When Relation Networks meet GANs: Relation GANs with Triplet Loss
- URL: http://arxiv.org/abs/2002.10174v3
- Date: Tue, 17 Mar 2020 03:28:57 GMT
- Title: When Relation Networks meet GANs: Relation GANs with Triplet Loss
- Authors: Runmin Wu, Kunyao Zhang, Lijun Wang, Yue Wang, Pingping Zhang, Huchuan
Lu, Yizhou Yu
- Abstract summary: Training stability is still a lingering concern of generative adversarial networks (GANs)
In this paper, we explore a relation network architecture for the discriminator and design a triplet loss which performs better generalization and stability.
Experiments on benchmark datasets show that the proposed relation discriminator and new loss can provide significant improvement on variable vision tasks.

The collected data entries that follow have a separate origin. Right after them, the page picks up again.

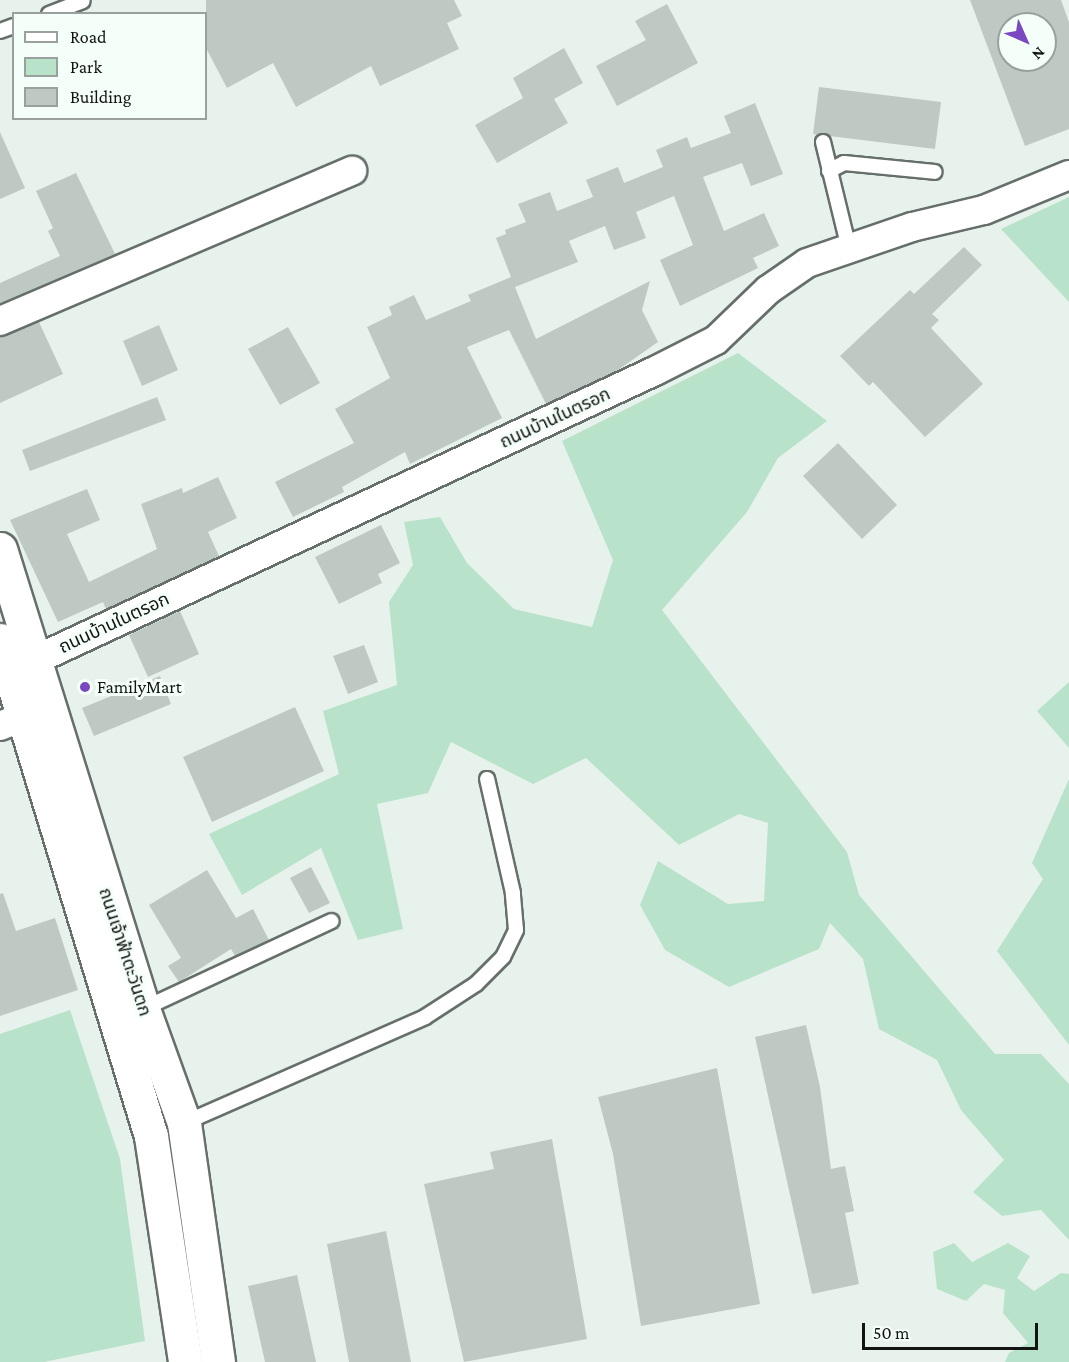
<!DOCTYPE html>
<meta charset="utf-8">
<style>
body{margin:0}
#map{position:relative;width:1069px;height:1362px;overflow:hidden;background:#e8f2ec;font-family:"Crimson Pro","Noto Sans Thai",serif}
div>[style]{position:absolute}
.green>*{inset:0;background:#b9e2cb}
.building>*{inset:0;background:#bfc9c3}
.roads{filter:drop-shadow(2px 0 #666f6a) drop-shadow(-2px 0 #666f6a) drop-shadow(0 2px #666f6a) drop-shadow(0 -2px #666f6a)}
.lane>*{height:14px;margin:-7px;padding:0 7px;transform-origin:7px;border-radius:7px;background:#fff}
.street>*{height:28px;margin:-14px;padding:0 14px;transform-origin:14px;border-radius:14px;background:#fff}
.secondary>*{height:33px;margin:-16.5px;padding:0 16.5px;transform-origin:16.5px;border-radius:16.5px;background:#fff}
.dots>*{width:16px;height:16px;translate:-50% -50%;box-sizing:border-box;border:3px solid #f5fff9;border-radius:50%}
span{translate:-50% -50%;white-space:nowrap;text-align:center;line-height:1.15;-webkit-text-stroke:6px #f5fff9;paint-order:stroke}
.street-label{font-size:18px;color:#111412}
.poi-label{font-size:18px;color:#111412}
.left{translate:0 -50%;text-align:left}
.legend{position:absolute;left:12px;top:12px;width:195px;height:108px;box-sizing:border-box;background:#f5fff9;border:2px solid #9aa19d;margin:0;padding:8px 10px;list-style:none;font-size:18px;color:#111412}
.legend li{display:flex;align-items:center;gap:12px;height:30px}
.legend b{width:30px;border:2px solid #9aa19d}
.north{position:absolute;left:997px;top:12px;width:60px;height:60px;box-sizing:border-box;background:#f5fff9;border:2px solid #9aa19d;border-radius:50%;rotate:135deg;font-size:16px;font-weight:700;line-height:24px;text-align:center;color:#111412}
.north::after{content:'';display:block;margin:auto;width:21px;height:27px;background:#7a49c1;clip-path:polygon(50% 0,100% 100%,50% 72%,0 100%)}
.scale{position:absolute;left:862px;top:1323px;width:176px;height:27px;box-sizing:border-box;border:3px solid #111412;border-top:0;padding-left:8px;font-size:18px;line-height:21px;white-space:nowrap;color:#111412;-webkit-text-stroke:4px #f5fff9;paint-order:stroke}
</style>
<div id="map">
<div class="green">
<i style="clip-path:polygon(1069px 197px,1069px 302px,1001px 229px)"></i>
<i style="clip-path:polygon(738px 353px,827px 421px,778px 458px,747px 512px,662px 610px,847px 852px,859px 895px,995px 1054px,1041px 1054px,1069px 1084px,1069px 1240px,1041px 1210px,1002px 1216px,973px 1192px,1004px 1160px,961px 1110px,937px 1060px,879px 1029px,863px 959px,830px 923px,819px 949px,729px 987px,665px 950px,640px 905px,658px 861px,728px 904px,764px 901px,768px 823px,739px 814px,679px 845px,586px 758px,533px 784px,451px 742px,428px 793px,377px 804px,403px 929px,358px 940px,321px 848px,242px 895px,209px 834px,339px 774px,323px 711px,397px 685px,389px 602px,413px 565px,404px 522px,440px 517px,467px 563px,514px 609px,592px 627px,613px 560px,562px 441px)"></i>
<i style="clip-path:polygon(1069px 682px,1069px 748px,1037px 711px)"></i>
<i style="clip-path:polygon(1069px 779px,1069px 1045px,997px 951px,1043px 879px,1032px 863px)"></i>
<i style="clip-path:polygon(70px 1010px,120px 1159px,145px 1341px,44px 1362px,0 1362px,0 1034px)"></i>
<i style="clip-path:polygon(954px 1243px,972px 1262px,1008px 1243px,1030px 1256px,1017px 1278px,1034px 1291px,1061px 1273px,1069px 1274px,1069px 1362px,1005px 1362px,1009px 1353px,1028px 1343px,1003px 1313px,1005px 1290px,984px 1284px,966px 1301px,937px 1289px,933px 1252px)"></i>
</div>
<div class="building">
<i style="clip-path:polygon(206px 0,454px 0,462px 16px,447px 23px,459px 49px,380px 86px,371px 66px,296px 107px,273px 63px,227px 88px,206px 48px)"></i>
<i style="clip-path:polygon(evenodd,970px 0,1061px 0,1069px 22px,1069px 129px,1025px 146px,970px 0,1009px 24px,1045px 24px,1045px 60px,1009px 60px,1009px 24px)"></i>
<i style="clip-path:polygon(667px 4px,698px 63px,617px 106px,596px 66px,646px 40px,635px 21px)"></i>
<i style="clip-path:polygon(564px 48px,583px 83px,554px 99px,568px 123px,497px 163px,475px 125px,523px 98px,513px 78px)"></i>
<i style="clip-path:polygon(819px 87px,941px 102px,935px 149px,813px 134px)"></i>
<i style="clip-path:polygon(755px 103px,783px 174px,751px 186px,742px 163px,703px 177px,724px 231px,764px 213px,779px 246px,753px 258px,758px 268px,680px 306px,660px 260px,693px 245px,674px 196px,636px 212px,646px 238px,614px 250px,605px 226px,569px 241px,578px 262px,515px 287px,536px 339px,650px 281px,642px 310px,658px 342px,618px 370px,546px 404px,509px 330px,467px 347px,502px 418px,410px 464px,405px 452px,342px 487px,344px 492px,293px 517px,275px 482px,354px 443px,335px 409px,390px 378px,367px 327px,392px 315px,389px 307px,414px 295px,426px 320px,471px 301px,468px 295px,511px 277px,496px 238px,506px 234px,505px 230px,526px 222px,518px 204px,550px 192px,557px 211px,593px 197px,586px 180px,618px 167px,624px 183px,663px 167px,656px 150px,687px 137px,691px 148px,731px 133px,724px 116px)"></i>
<i style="clip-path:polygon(0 132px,25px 188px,0 199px)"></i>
<i style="clip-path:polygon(76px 173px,115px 254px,0 303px,0 283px,60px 256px,48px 231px,53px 228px,36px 191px)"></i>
<i style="clip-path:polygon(964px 247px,982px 265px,932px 314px,939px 320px,931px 328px,983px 384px,925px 437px,873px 382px,869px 386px,840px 356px,910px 290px,914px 294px)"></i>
<i style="clip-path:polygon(39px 322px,63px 374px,0 403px,0 337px)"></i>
<i style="clip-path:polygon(159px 325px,178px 370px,142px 386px,123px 341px)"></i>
<i style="clip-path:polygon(288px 327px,320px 383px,280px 405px,248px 349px)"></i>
<i style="clip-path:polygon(157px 397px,166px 420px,30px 471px,22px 450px)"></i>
<i style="clip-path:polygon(838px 443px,897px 505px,862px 539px,803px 476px)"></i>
<i style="clip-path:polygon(218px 477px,237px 518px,208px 532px,219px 556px,106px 609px,103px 602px,58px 622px,10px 520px,87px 489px,100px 520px,67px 534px,89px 582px,157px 549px,141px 504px,182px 488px,183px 493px)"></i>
<i style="clip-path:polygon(381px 525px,400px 563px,378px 574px,382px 583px,339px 604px,315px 557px)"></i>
<i style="clip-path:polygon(180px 611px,199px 654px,148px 677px,129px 635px)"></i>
<i style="clip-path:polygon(364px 645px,378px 682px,348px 694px,333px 656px)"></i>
<i style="clip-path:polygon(160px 676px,171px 704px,94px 736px,82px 708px)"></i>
<i style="clip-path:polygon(295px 707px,324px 771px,212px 822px,183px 757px)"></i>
<i style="clip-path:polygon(311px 867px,330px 903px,309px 913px,290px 878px)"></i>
<i style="clip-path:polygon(207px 870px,236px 918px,253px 909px,269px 940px,235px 956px,231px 949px,179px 982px,168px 966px,181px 958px,149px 905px)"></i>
<i style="clip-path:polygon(3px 893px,16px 931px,55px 918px,78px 990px,0 1016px,0 894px)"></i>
<i style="clip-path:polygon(806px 1025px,820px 1087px,831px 1169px,845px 1166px,854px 1211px,845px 1213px,859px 1284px,812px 1294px,755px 1037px)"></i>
<i style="clip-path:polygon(717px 1068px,760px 1304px,641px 1326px,613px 1154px,598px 1097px)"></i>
<i style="clip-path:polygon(552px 1139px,587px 1339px,464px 1362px,424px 1184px,494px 1169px,490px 1152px)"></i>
<i style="clip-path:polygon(386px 1231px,411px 1362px,349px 1362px,327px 1244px)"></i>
<i style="clip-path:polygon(297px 1275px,316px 1362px,265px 1362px,248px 1286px)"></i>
</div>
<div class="roads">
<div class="lane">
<i style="left:49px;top:14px;width:36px;rotate:-21deg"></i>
<i style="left:0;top:31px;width:15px;rotate:-20deg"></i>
<i style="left:823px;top:142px;width:110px;rotate:76.3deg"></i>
<i style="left:829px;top:171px;width:17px;rotate:-28deg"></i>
<i style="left:844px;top:163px;width:91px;rotate:5.6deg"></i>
<i style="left:143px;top:1009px;width:208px;rotate:-25deg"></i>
<i style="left:184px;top:1123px;width:263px;rotate:-23.7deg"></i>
<i style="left:425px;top:1017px;width:61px;rotate:-32.9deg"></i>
<i style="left:476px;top:984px;width:38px;rotate:-45deg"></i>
<i style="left:503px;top:957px;width:30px;rotate:-64deg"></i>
<i style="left:516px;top:930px;width:37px;rotate:-95deg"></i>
<i style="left:513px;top:893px;width:117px;rotate:-102.8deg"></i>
</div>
<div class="street">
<i style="left:0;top:321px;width:383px;rotate:-23.1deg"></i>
<i style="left:33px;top:661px;width:686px;rotate:-25deg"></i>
<i style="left:655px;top:371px;width:68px;rotate:-26.9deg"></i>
<i style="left:716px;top:340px;width:72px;rotate:-43.9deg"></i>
<i style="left:768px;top:290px;width:47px;rotate:-34.7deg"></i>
<i style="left:807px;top:263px;width:111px;rotate:-18.9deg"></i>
<i style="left:912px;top:227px;width:74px;rotate:-13.3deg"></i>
<i style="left:984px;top:210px;width:92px;rotate:-22.4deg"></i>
<i style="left:0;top:726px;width:27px;rotate:-22deg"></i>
</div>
<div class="secondary">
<i style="left:0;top:549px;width:482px;rotate:72.7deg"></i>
<i style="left:143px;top:1009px;width:121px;rotate:70.2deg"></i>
<i style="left:184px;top:1123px;width:241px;rotate:81.9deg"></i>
<i style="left:0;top:640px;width:518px;rotate:73.07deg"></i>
<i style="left:151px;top:1136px;width:229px;rotate:81.4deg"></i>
</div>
</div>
<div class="dots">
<i style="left:85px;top:687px;background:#7a49c1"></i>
</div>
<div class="street-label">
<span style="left:555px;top:418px;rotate:-25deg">ถนนบ้านในตรอก</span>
<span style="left:114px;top:623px;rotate:-25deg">ถนนบ้านในตรอก</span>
<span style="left:125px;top:952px;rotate:72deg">ถนนเจ้าฟ้าตะวันตก</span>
</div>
<div class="poi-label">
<span class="left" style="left:97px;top:687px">FamilyMart</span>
</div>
<ul class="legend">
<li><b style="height:8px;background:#fff"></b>Road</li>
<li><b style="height:16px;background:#b9e2cb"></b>Park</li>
<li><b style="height:16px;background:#bfc9c3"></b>Building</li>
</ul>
<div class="north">N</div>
<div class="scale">50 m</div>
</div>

- Score: 110.7572918636599
- License: http://creativecommons.org/publicdomain/zero/1.0/
- Abstract: Though recent research has achieved remarkable progress in generating
realistic images with generative adversarial networks (GANs), the lack of
training stability is still a lingering concern of most GANs, especially on
high-resolution inputs and complex datasets. Since the randomly generated
distribution can hardly overlap with the real distribution, training GANs often
suffers from the gradient vanishing problem. A number of approaches have been
proposed to address this issue by constraining the discriminator's capabilities
using empirical techniques, like weight clipping, gradient penalty, spectral
normalization etc. In this paper, we provide a more principled approach as an
alternative solution to this issue. Instead of training the discriminator to
distinguish real and fake input samples, we investigate the relationship
between paired samples by training the discriminator to separate paired samples
from the same distribution and those from different distributions. To this end,
we explore a relation network architecture for the discriminator and design a
triplet loss which performs better generalization and stability. Extensive
experiments on benchmark datasets show that the proposed relation discriminator
and new loss can provide significant improvement on variable vision tasks
including unconditional and conditional image generation and image translation.